[[ Data extract, beginning ]]

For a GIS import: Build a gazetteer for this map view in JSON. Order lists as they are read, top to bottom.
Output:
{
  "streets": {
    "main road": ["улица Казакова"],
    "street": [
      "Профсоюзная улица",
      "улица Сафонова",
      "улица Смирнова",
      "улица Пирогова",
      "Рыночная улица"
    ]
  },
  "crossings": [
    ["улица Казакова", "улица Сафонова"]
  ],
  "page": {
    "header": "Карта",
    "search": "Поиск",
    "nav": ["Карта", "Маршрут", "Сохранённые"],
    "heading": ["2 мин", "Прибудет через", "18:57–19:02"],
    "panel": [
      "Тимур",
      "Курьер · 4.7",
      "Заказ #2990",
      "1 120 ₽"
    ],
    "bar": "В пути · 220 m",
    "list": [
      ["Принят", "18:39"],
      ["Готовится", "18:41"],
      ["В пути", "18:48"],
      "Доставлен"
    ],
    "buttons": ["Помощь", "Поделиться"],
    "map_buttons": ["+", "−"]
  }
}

[[ Data extract, end ]]

## [Task description]
Transcribe each entry verbatim, leaving none out.

## [Your solution]
For a GIS import: Build a gazetteer for this map view in JSON. Order lists as they are read, top to bottom.
Output:
{
  "streets": {
    "main road": ["улица Казакова"],
    "street": [
      "Профсоюзная улица",
      "улица Сафонова",
      "улица Смирнова",
      "улица Пирогова",
      "Рыночная улица"
    ]
  },
  "crossings": [
    ["улица Казакова", "улица Сафонова"]
  ],
  "page": {
    "header": "Карта",
    "search": "Поиск",
    "nav": ["Карта", "Маршрут", "Сохранённые"],
    "heading": ["2 мин", "Прибудет через", "18:57–19:02"],
    "panel": [
      "Тимур",
      "Курьер · 4.7",
      "Заказ #2990",
      "1 120 ₽"
    ],
    "bar": "В пути · 220 m",
    "list": [
      ["Принят", "18:39"],
      ["Готовится", "18:41"],
      ["В пути", "18:48"],
      "Доставлен"
    ],
    "buttons": ["Помощь", "Поделиться"],
    "map_buttons": ["+", "−"]
  }
}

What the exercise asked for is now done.